Se Portugal se fechou em si mesmo desde março, com fronteiras fortemente limitadas, operações policiais à saída de concelhos, proibição de ajuntamentos e constante estado de alerta, nada disso é novo para a população palestiniana. A Faixa de Gaza sofre um bloqueio internacional imposto por Israel e o Egito, desde 2007. Há mais de duas décadas que quase dois milhões de pessoas – das quais dois terços são refugiadas e metade são menores – vivem dentro de um retângulo de 365 quilómetros quadrados do qual não podem sair sem autorização de um dos governos, onde apenas uma em cada dez casas tem acesso a água potável e onde estão sujeitos a mais ou menos constantes massacres por parte da força colonizadora – o último genocídio foi exatamente há dois anos, quando 195 pessoas foram assassinadas pelas Forças de Defesa de Israel (IDF) (incluindo 41 crianças) e 29 mil ficaram feridas. Talvez o tampão a que Gaza é sujeita explique porque apenas existem, até hoje, 20 casos de pessoas atingidas pela Covid-19. Contudo, medidas restritivas impostas pelo governo israelita para controlar a transmissão do coronavírus podem resultar numa ainda maior restrição da ajuda humanitária, deixando a população numa posição ainda mais frágil. Em 2012, uma comitiva da Organização das Nações Unidas visitou a Faixa de Gaza e publicou um relatório impressionante: não havendo mudanças políticas drásticas, a região seria inabitável em 2020. Chegámos a esse ano.

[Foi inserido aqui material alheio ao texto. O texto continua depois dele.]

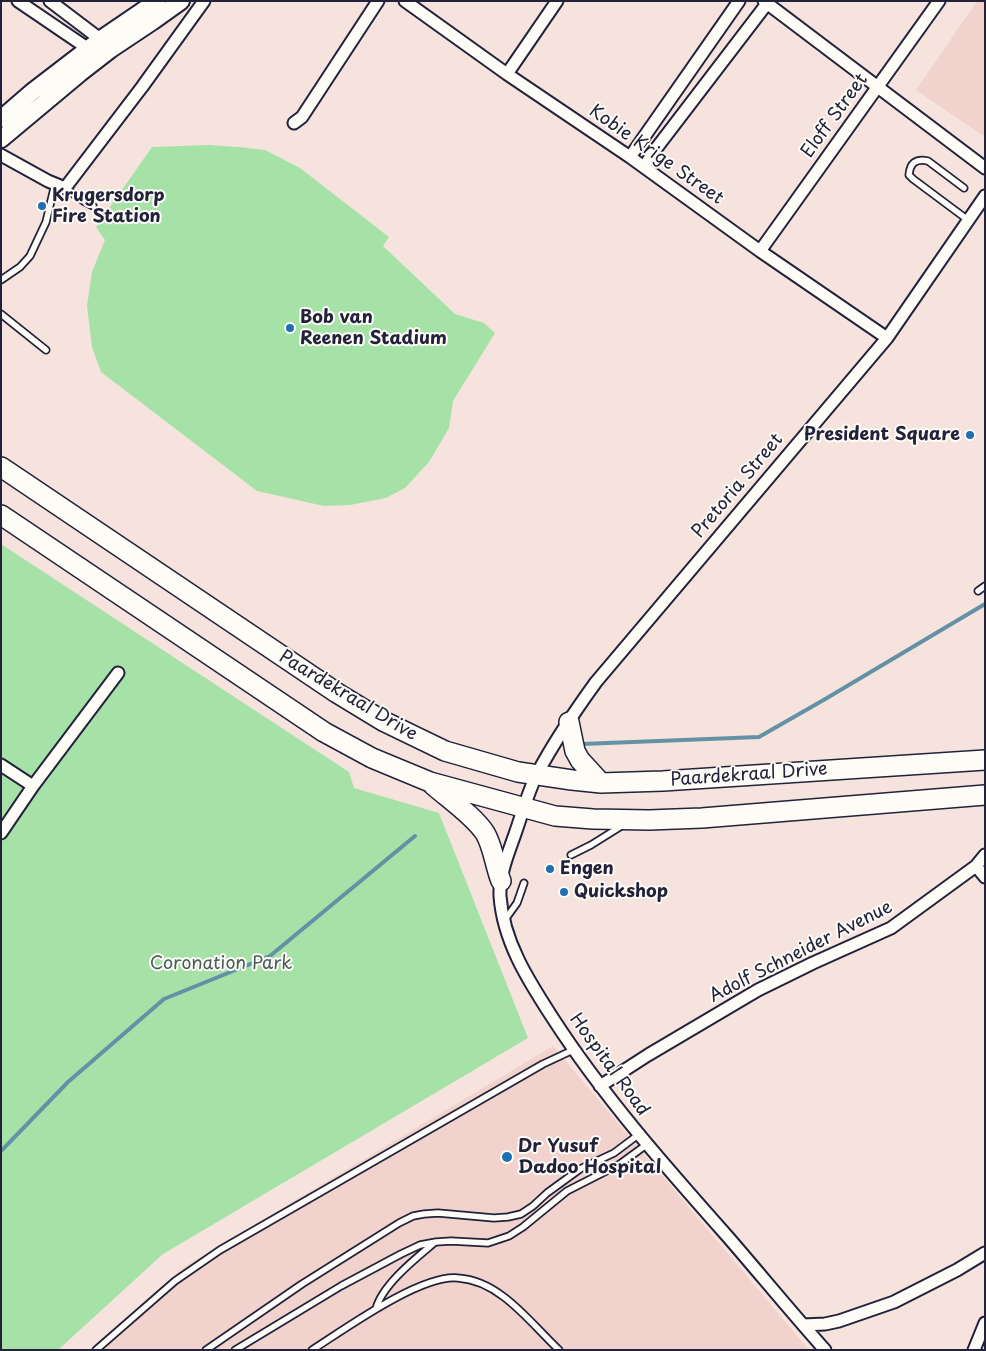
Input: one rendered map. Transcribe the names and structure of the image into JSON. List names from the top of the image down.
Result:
{
  "streets": {
    "main road": ["Paardekraal Drive"],
    "street": [
      "Eloff Street",
      "Kobie Krige Street",
      "Pretoria Street",
      "Adolf Schneider Avenue",
      "Hospital Road"
    ]
  },
  "crossings": [
    ["Eloff Street", "Kobie Krige Street"],
    ["Kobie Krige Street", "Pretoria Street"],
    ["Pretoria Street", "Paardekraal Drive"],
    ["Pretoria Street", "Hospital Road"],
    ["Adolf Schneider Avenue", "Hospital Road"]
  ],
  "parks": ["Coronation Park"],
  "places": [
    "Krugersdorp Fire Station",
    "Bob van Reenen Stadium",
    "President Square",
    "Engen",
    "Quickshop",
    "Dr Yusuf Dadoo Hospital"
  ]
}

Se, no resto da Palestina, o movimento de pessoas era já muito restringido pelo IDF, com checkpoints a cada poucos quilómetros e um muro que lhes limita a entrada em Jerusalém e ao resto do território ocupado, tudo ficou pior a partir do início de março, quando começaram a ser introduzidas medidas de contenção do vírus por parte da Autoridade Palestiniana e Israel. O governo de Netanyahu ordenou mais limitações na passagem de um lado para o outro do muro. Apenas “trabalhadores essenciais” poderiam atravessar o checkpoint na condição de permanecerem do lado de lá durante mais de um mês, sem voltar às suas casas. Não mais do que 50 mil pessoas aceitaram as condições, o que resultou na perda de rendimentos para dezenas de milhares. Além disso, a pretexto da saúde pública, legisladores israelitas aprovaram, há cerca de dois meses, um mecanismo de vigilância (apresentado como temporário) que permite às forças de segurança monitorizarem cidadãos que tenham sido contaminados pelo vírus e quem com eles tenha privado.

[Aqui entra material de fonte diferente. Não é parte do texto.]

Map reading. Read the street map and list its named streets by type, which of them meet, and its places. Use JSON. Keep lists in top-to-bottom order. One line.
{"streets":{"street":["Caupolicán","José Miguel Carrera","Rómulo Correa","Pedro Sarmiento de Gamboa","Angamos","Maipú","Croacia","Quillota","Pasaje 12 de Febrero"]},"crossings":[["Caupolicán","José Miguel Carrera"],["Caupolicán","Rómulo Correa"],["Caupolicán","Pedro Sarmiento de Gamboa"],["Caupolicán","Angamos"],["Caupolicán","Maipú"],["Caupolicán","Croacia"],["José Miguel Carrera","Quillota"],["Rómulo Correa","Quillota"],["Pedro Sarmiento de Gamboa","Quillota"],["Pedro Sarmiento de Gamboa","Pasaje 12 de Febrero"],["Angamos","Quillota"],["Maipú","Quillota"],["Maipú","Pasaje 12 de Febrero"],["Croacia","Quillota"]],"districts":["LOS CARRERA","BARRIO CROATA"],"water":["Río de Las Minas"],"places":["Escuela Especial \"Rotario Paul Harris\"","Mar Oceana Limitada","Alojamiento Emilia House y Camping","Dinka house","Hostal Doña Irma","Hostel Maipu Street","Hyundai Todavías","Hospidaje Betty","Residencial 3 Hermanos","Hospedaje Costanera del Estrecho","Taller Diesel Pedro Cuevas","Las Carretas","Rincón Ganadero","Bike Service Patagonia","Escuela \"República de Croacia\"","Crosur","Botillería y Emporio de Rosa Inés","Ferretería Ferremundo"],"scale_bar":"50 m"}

Tudo isto tem sido posto em prática por Netanyahu, um primeiro-ministro muito criticado, acusado de corrupção e que enfrenta julgamento nos tribunais israelitas a partir do final deste mês. Um primeiro-ministro que ficou aquém da maioria parlamentar que lhe desse poder para conseguir formar governo em três eleições consecutivas num espaço de um ano e que, ainda assim, decidiu firmar um acordo com o maior partido da oposição que o indicará primeiro-ministro a partir de hoje, durante 18 meses (para depois trocar a cadeira com o seu parceiro Benny Gantz, para os segundos 18 meses). Um acordo que dá luz verde à anexação de colonatos ilegais e permite a expropriação e pilhagem de terras palestinianas, como desenhado no “plano para a paz”, anunciado, em janeiro, por Donald Trump, e negociado entre os Estados Unidos da América e… Israel. Ou, por outras palavras, um plano para a paz para a Palestina negociado sem palestinianos.
Amanhã, passarão 72 anos desde a Nakba – ou catástrofe, em português -, data em que se assinala a destruição e limpeza étnica perpetradas pelas forças israelitas em 1948, altura em que metade da população palestiniana foi expulsa e 500 vilas foram destruídas para dar lugar ao Estado de Israel. Setenta anos depois, não há paz à vista. E, enquanto políticas de apartheid continuam a ser implementadas para condenar um povo à subjugação, haveremos sempre de ter outros problemas mais importantes a resolver. O Covid-19 é só mais um.